Bey­ond the dis­agree­ment among law­makers over spe­cif­ic pro­vi­sions, ex­tern­al factors — namely, Obama’s sink­ing ap­prov­al rat­ing — also play in­to Wash­ing­ton in­ab­il­ity to grapple with this de­bate.

In the most re­cent All­state/Na­tion­al Journ­al Heart­land Mon­it­or Poll, con­duc­ted earli­er this month, Obama’s ap­prov­al rat­ing dropped to re­cord lows among both col­lege-edu­cated and non­col­lege whites, and ap­proached his pre­vi­ous lows with in­de­pend­ents and Re­pub­lic­ans.

As far as Con­gress is con­cerned, those num­bers also have a lot of im­port­ance along­side the is­sues tested in the new United Tech­no­lo­gies/Na­tion­al Journ­al Con­gres­sion­al Con­nec­tion Poll.

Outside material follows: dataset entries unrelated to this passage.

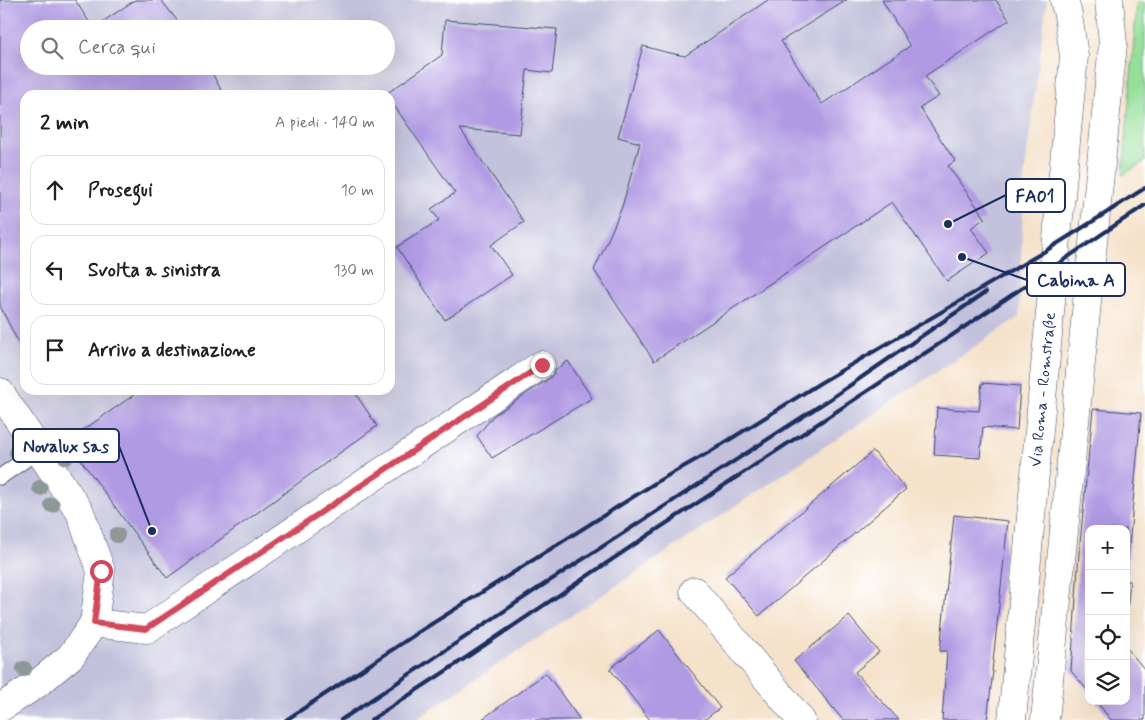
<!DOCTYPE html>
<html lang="it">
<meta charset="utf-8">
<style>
:root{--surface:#fff;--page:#f6f6f6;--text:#222;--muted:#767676;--line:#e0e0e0}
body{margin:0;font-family:Mynerve,sans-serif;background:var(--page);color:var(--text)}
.controls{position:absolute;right:15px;bottom:15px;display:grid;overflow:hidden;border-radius:10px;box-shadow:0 5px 20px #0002}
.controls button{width:45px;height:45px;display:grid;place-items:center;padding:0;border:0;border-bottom:1px solid var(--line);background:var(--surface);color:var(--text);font:25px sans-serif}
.stop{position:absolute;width:15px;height:15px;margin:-11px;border:4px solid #d1495b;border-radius:50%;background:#fff}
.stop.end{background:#d1495b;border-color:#fff;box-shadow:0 1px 5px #0008}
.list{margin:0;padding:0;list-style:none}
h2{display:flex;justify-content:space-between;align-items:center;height:65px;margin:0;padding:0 20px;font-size:21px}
h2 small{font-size:16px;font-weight:400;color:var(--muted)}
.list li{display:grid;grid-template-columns:32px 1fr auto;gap:15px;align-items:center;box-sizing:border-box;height:70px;margin:0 10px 10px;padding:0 10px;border:1px solid var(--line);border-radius:15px}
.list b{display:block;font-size:19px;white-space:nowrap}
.list em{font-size:16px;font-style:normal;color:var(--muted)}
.icon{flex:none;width:28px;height:28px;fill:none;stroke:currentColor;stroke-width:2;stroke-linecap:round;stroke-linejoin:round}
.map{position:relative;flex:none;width:1145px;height:720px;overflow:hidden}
.search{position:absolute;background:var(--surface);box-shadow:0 5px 20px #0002;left:20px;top:20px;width:375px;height:55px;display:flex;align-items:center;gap:12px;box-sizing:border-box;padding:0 18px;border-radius:28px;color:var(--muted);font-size:19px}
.panel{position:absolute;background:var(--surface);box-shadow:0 5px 20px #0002;left:20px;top:90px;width:375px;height:305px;border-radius:15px}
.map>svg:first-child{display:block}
</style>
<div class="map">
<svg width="1145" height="720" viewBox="0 0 1145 720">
<rect width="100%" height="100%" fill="#fff"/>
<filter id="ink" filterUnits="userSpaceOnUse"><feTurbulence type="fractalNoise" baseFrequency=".02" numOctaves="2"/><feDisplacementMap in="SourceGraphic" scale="10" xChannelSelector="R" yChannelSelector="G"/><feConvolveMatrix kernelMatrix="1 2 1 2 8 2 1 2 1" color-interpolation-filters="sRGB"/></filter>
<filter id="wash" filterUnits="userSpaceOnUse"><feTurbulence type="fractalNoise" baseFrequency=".0096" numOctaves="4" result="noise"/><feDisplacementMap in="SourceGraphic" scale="20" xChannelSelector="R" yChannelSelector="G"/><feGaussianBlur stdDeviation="1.12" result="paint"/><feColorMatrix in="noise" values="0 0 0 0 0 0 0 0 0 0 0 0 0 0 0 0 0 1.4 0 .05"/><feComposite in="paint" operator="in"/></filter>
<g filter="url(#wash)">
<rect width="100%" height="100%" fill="#f5e2ca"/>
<!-- industrial -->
<path fill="#c3c1db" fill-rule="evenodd" d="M0,0H1047L1024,178L1019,317L415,720H0ZM29,29H386V66H29ZM25,95H390V390H25Z"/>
<!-- green -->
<path fill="#96df9a" stroke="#58877c" d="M1137,1L1145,3V161L1123,175Z"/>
<g id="blocks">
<!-- building -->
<path fill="#b09ae3" d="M0,0H75L93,28L135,0H161L184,29H29V66H208L224,95H25V356L0,306Z
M768,0H847L781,41L822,104L910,46L882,0H996L1009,20L925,76L939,96L920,108L955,161L948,166L985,218L971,228L989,253L947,281L892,202L654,361L594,270L604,249L622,207L640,143L618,137L643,46L665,52L685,56Z
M445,20L557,29L552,73L527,70L520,134L460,129L524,222L491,245L512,275L445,320L397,247L439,220L431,209L455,193L390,100V95H386V94L442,55Z
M568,361L592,398L492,458L477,436L493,416L550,378L555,372L556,369Z
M982,383L1020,386L1017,430L983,427L980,458L934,455L937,408L979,411Z
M141,390H353L377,426L167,578L67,441Z
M1093,409L1141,413L1126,581H1130L1126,622V529H1089V692L1071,671L1079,553Z
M873,451L906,489L759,616L725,577Z
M954,515L1008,521L992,671H993L987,720H942L947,651H940Z
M849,616L879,652L855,672L899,720H843L794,661Z
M659,630L720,708L704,720H650L610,669Z
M1126,647L1145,670V720H1111L1096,701H1126Z
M546,673L580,720H481Z"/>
</g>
</g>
<g filter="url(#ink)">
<use href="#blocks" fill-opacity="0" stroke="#3c4a6e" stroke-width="1"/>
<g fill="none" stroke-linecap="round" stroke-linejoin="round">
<defs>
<path id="service" d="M0,477L39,450"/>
<path id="minor" d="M0,392L80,512L101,571L94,623L71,656L37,684L0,708
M694,591L801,720
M94,623L147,629L541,365"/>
<g id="tertiary">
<path id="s1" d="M1012,720L1074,56L1068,15L1064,0"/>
<path d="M1045,720L1113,44L1109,0"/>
</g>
</defs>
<!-- service casing -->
<use href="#service" stroke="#3c4a6e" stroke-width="17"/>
<!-- minor casing -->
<use href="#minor" stroke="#3c4a6e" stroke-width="29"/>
<!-- tertiary casing -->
<use href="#tertiary" stroke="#3c4a6e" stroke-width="29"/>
<!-- service -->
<use href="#service" stroke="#fff" stroke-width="15"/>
<!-- minor -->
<use href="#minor" stroke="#fff" stroke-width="28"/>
<!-- tertiary -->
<use href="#tertiary" stroke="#fff" stroke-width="28"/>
<!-- rail -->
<path stroke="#1b2f5e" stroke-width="4" d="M1109,211L1145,188
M286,720L422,630L660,480L713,450L820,383L1047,250L1114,208
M341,720L537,589L830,399L986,292
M371,720L449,669L644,538L948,338L1145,205"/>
</g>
<!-- trees -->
<g fill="#8e9897">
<circle cx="17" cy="453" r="8"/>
<circle cx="66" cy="457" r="8"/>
<circle cx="40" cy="488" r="8"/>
<circle cx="52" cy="505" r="8"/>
<circle cx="117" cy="535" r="8"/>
<circle cx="24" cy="669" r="8"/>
</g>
</g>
<g fill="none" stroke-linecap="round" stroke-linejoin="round" filter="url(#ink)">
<!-- route -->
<path stroke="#d1495b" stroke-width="6" d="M101,571L94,623L146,629L542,365"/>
</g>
<g text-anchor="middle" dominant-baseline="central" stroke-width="4.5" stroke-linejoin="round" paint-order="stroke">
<!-- street labels -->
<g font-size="16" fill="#1b2f5e" stroke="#fff">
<text stroke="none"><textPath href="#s1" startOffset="332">Via Roma - Romstraße</textPath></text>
</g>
</g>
<!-- callouts -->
<path fill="none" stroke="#1b2f5e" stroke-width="2" d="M948 224L1006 195M962 257L1027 280M152 531L119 446"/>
<g fill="#1b2f5e" stroke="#fff" stroke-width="2">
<circle cx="948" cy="224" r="5"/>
<circle cx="962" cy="257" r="5"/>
<circle cx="152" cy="531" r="5"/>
</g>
<g fill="#fff" stroke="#1b2f5e" stroke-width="2">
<rect x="1006" y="179" width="59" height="33" rx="5"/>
<rect x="1027" y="263" width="98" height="33" rx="5"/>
<rect x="13" y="429" width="106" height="33" rx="5"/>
</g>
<g font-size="18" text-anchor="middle" font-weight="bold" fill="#1b2f5e">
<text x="1035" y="202">FA01</text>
<text x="1076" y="286">Cabina A</text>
<text x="66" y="452">Novalux sas</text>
</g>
</svg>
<div class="controls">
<button>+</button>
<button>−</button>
<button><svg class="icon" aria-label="locate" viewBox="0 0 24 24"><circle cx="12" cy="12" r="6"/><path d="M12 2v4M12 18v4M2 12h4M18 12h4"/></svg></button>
<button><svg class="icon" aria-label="layers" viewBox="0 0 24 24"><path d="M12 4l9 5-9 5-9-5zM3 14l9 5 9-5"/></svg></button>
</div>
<div class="stop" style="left:101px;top:571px"></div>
<div class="stop end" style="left:542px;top:365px"></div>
<div class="search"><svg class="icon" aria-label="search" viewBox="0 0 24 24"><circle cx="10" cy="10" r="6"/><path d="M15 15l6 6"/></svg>Cerca qui</div>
<section class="panel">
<h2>2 min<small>A piedi · 140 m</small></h2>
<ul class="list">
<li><svg class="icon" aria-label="ahead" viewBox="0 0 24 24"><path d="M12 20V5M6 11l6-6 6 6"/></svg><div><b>Prosegui</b></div><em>10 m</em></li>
<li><svg class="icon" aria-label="left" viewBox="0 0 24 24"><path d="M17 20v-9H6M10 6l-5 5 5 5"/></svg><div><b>Svolta a sinistra</b></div><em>130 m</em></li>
<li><svg class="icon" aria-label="arrive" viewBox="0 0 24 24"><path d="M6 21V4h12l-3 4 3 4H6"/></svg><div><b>Arrivo a destinazione</b></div></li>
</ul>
</section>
</div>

The Na­tion­al Rifle As­so­ci­ation knows this, and that’s why when the gun-lobby power­house took its fight against new fed­er­al back­ground checks to the air­waves against Joe Manchin, D-W.V., the group didn’t take on the policy im­plic­a­tions of the sen­at­or’s bill. The NRA ad at­tacked him by as­so­ci­ation: “Sen­at­or Manchin is work­ing with Pres­id­ent Obama and New York May­or Mi­chael Bloomberg.”¦ Tell Sen­at­or Manchin to hon­or his com­mit­ment to the Second Amend­ment and re­ject the Obama-Bloomberg gun-con­trol agenda.”

The poll, con­duc­ted Sept. 19-22, in­ter­viewed 1,003 adults over land­line and cell phones. It has a mar­gin of er­ror of plus or minus 3.6 per­cent­age points.